It’s infusion day eve.

The image above gives a fairly accurate representation of what it feels like the day before I head to Allegheny General Hospital for my monthly fill up (it also looks freakishly a lot like my actual hair, which I will never stop being amused by).

It’s funny. I have been convinced that Tysabri wasn’t helping me. I spent some time reading over my journal entries from 2016 and it is flat out undeniable that I took a pretty good downhill plunge over the course of the year after my diagnosis. Friends with MS tell me this is not unusual. Sometimes the downhill plunge lasts years before you get to the new normal – the place where you never really feel great but you don’t always feel like total excrement either and somehow that’s OK after three or four years of feeling like utter shite.

I’m only a year in. Almost 12 months of monthly infusions. Not quite 12, really, since my insurance company made me wait three months for the honor of their approval on my doctor’s treatment of choice, but almost a year.

Pretty soon, because of my JC Virus status, I will likely be kicked off of Tysabri anyway, mostly because feeling generally crappy is so much better than dying of a deadly brain disease which is what could happen if I stay on Tysabri for too long. Being JC positive means my time on the juice is limited.

I was convinced Tysabri was trying to kill me from the start (because he was, he never even tried to hide it). The bitch of it is, he wasn’t even a great match even in the honeymoon period. Tysabri didn’t make me feel good. Some days I thought he made me feel worse. Like the bad boyfriend who you just can’t quit, I struggled with the sense that I was in a bad relationship and just like other bad relationships I’ve been part of in the past, I stayed in this one because I was afraid to walk away.

I told myself to be strong. Call him out for the imposter he is! Tell The Great Scott (TGS), the ultimate yenta matchmaker, that I deserve a better relationship with a better drug – maybe one that will actually help me this time. I worked up the gumption and told TGS at my last appointment that I think I deserve better.

TGS mentioned that he might want to introduce me to a new guy. He lives in another country (meaning, he’s not allowed to help me yet in the United States because he’s still awaiting FDA approval) but he’s on his way here and he is far less likely to kill me. In fact, he seems to be a better partner overall – showing great results in some really stubborn situations (like for example, primary progressive MS which I remain relatively sure I  have and nobody, least of all The Great Scott, wants to admit that to me because it’s kind of a hopeless thing to admit).

As luck would have it, the FDA decided to take a little longer to approve my new man, therefore, I find myself running on empty (again) desperately awaiting the date with that old drug that I’m not convinced is even working all that well.
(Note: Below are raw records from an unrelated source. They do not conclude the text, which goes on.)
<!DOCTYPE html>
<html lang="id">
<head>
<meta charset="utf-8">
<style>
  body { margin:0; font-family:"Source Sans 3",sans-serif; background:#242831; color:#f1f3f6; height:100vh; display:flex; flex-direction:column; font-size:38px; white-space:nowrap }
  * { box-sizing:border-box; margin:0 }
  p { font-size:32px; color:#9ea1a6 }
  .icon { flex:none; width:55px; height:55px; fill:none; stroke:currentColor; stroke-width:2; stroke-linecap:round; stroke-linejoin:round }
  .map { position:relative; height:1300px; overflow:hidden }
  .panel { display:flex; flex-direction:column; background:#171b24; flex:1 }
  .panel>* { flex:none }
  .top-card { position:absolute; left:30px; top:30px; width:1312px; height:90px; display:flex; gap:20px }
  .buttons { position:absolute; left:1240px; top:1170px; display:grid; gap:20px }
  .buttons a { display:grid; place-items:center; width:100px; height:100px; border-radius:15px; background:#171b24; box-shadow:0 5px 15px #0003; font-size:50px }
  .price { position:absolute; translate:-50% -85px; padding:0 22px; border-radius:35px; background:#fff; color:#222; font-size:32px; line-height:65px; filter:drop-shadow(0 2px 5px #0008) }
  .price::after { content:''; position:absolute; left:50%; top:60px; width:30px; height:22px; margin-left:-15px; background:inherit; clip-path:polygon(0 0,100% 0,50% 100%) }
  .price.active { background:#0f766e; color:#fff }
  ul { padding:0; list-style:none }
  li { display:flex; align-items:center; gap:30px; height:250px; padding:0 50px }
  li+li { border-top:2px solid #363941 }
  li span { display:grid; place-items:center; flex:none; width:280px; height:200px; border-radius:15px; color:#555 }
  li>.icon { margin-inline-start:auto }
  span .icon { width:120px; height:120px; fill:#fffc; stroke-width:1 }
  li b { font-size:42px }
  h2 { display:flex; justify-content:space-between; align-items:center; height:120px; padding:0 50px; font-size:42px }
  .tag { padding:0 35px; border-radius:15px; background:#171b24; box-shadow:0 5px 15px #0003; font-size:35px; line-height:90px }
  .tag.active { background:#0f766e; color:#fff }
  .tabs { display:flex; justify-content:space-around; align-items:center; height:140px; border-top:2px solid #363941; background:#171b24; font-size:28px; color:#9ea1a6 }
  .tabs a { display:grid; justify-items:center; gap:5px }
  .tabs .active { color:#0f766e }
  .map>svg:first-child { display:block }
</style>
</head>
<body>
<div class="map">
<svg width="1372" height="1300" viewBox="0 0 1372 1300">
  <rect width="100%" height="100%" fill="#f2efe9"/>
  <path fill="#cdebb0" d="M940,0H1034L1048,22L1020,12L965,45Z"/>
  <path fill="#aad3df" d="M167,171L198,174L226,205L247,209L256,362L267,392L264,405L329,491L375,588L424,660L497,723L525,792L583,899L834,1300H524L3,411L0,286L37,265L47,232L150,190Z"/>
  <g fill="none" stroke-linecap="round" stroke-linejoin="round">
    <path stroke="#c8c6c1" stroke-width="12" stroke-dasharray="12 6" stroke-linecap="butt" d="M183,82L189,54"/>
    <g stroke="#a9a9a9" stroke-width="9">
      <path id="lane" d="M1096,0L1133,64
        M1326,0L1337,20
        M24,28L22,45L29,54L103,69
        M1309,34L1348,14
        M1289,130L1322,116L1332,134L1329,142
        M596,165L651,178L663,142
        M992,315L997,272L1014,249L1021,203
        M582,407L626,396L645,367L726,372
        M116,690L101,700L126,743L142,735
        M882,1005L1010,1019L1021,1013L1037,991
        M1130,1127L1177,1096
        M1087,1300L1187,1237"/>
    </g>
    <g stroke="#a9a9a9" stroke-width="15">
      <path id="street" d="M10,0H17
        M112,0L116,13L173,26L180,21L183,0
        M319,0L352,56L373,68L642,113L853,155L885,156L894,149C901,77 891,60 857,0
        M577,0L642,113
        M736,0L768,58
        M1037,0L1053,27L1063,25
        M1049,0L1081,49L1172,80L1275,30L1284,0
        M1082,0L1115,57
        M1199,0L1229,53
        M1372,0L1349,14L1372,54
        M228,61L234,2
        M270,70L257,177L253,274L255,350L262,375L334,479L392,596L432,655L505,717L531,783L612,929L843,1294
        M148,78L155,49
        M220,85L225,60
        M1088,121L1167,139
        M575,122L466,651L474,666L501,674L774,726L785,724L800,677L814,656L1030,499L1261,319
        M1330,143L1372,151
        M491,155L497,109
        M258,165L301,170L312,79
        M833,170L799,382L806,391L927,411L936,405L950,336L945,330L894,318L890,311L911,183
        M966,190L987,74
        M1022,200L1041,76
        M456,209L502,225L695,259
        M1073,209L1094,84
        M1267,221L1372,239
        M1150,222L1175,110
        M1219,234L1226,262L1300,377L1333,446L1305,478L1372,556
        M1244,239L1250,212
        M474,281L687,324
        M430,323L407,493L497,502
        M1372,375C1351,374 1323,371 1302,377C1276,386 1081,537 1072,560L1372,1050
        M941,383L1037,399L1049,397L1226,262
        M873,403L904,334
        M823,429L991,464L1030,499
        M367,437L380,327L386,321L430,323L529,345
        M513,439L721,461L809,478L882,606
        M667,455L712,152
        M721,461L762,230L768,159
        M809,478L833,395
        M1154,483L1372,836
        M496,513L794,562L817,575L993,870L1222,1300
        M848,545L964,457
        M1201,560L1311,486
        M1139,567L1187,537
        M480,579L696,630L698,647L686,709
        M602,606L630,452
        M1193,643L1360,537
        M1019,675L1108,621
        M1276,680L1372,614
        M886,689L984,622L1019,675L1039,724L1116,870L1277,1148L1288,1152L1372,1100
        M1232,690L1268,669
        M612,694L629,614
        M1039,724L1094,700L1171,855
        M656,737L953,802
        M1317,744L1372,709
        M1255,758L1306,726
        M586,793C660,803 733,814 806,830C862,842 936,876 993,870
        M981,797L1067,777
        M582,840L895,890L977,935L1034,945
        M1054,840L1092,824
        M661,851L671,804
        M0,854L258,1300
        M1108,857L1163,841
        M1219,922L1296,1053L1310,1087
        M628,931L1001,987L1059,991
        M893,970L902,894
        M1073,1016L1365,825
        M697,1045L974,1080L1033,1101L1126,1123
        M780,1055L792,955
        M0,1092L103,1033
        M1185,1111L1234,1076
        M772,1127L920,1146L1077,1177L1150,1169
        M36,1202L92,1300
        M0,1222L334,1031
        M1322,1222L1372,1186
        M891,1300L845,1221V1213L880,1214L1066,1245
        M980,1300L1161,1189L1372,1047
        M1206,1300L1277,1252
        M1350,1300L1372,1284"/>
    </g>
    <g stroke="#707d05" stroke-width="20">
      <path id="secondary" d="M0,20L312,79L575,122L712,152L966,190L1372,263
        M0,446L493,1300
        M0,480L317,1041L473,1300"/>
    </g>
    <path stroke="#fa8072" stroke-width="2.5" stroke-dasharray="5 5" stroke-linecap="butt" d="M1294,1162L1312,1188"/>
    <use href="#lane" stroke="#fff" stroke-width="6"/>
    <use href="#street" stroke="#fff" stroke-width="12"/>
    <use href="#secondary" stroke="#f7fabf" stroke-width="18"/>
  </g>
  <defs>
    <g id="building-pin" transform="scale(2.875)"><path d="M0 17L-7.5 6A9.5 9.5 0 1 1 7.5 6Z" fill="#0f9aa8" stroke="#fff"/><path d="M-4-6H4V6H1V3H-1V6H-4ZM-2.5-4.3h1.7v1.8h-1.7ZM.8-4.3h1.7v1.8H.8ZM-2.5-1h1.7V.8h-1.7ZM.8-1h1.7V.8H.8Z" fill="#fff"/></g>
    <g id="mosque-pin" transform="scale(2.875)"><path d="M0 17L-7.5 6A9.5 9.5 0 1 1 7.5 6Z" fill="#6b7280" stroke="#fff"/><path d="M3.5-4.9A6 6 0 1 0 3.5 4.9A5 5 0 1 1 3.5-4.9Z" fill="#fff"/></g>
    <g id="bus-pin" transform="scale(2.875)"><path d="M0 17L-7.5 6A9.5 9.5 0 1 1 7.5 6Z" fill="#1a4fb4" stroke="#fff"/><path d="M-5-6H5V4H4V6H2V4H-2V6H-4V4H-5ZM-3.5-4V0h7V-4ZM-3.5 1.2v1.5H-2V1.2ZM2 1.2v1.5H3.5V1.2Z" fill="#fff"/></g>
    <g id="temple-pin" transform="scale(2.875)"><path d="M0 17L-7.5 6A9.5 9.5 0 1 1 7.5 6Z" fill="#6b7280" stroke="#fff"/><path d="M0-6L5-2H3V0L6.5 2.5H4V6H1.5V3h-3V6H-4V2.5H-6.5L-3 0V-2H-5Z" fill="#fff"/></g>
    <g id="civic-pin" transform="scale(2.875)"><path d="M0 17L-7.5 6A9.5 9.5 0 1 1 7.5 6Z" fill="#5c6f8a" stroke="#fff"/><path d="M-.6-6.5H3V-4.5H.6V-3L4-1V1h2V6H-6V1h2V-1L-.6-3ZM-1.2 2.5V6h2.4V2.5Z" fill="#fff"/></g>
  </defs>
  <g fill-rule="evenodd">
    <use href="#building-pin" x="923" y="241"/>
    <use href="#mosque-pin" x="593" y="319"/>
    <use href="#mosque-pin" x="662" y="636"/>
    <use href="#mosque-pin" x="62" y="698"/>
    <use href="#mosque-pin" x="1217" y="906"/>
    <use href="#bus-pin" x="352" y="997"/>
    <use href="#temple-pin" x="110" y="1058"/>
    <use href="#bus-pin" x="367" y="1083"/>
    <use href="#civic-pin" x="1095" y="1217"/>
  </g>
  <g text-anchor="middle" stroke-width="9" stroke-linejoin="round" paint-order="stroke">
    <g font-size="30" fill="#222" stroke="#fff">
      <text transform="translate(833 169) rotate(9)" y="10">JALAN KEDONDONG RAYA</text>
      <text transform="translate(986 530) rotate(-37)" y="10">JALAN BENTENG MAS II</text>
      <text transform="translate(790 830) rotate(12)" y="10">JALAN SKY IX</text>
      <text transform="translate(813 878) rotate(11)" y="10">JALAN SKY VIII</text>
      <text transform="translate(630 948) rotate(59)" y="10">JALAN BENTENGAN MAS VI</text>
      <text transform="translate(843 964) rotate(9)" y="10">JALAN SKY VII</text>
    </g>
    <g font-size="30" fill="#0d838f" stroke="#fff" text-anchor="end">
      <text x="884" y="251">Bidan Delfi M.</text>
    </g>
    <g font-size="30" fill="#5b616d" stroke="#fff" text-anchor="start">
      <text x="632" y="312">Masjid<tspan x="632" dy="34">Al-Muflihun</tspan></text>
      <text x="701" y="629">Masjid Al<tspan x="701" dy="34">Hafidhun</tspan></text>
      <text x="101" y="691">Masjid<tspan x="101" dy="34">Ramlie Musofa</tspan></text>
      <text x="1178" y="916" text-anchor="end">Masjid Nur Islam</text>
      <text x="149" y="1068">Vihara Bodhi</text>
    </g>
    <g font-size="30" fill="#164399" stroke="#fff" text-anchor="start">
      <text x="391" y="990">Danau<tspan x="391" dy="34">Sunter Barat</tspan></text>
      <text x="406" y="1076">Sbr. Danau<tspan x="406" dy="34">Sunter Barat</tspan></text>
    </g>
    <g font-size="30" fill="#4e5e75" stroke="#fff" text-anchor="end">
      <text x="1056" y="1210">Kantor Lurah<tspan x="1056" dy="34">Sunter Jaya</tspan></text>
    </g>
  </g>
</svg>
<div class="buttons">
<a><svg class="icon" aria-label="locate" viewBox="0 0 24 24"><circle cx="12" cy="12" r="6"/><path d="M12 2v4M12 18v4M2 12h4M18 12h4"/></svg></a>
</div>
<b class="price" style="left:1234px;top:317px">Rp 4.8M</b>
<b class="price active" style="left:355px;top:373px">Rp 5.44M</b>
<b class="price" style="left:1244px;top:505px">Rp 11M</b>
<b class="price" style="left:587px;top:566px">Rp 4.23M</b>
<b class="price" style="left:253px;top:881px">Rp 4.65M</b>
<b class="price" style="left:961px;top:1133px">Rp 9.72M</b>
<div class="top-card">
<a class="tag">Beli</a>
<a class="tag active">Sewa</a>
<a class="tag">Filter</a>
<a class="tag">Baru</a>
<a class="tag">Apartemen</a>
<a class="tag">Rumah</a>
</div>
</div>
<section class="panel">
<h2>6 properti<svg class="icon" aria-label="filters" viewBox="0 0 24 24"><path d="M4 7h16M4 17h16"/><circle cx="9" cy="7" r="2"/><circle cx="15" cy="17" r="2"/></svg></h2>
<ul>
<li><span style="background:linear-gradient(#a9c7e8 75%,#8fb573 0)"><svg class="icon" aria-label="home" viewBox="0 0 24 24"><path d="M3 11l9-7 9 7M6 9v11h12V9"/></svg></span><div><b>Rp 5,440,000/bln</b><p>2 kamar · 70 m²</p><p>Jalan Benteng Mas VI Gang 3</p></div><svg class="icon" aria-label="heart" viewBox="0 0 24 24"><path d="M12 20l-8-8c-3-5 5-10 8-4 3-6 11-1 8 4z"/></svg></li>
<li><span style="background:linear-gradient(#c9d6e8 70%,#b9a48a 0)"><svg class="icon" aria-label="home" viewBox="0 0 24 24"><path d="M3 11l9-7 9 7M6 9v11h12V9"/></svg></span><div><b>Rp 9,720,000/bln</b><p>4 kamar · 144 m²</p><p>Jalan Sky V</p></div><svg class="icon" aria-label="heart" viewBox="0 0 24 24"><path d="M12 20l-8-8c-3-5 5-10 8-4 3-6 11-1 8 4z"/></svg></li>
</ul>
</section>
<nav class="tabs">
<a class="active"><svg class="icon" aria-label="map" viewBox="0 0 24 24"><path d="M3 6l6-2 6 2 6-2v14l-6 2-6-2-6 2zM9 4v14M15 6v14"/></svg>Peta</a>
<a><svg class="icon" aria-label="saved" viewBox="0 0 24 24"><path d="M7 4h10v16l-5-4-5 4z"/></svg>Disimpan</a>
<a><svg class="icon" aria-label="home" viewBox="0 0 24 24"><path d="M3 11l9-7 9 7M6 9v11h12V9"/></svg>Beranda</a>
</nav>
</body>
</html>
I have to admit it probably is working better than I think, because when I’m running on fumes (like I am now on infusion eve) I cannot deny that I’ve felt better than this earlier in the month. Not much better, mind you. But better.

Today I can barely walk. Tomorrow I will show up for my juice injection and then spend the rest of the day sleeping (he really takes it out of me). After that, I will have a few less than crappy days until I start running low again…and the whole cycle repeats itself next month.

We always knew this was just a fling, Tysabri and me. We’re still together even though we know our relationship is doomed and there’s a new beau lurking in the wings. Until the mysterious Mr. O arrives, (his full name, Ocrelizumab, is really hard to say so I’m hoping pet names are established fairly early in our relationship), Tysabri is kind of the best I have to hope for.

The really awesome thing is that once Ocrelizumab is FDA approved I will go down the health insurance rabbit hole, again, as my insurance provider will almost certainly reject me for this potentially revolutionary new treatment and make me wait months for their gracious approval. They just did exactly that already this week for a new drug my doctors think will help me walk better. Insurance said, “Yeah, no. We’re gonna make you guys jump through some hoops again. How important is walking anyway? I mean, seriously, get over it Beth. REJECTED.”

The beauty of the fact that a disease that zaps you of energy takes so damn much of just that in order to fight the fight to get the care you need is a topic for another day. I’m both excited and not excited to go down the health insurance rabbit hole again.

Sometimes a bad relationship feels better than no relationship at all. While I’ve personally learned over the course of many, many years how untrue that is (and have thus avoided this very thing in my personal life rather successfully), the specter of the bad relationship just won’t leave me be.

So I guess I’ll put on my best comfy clothes tomorrow and fix my bedhead up real nice for my date with Tysabri in the morning.

He won’t appreciate it. But, for now, I’m giving it my all. At least until something better comes along.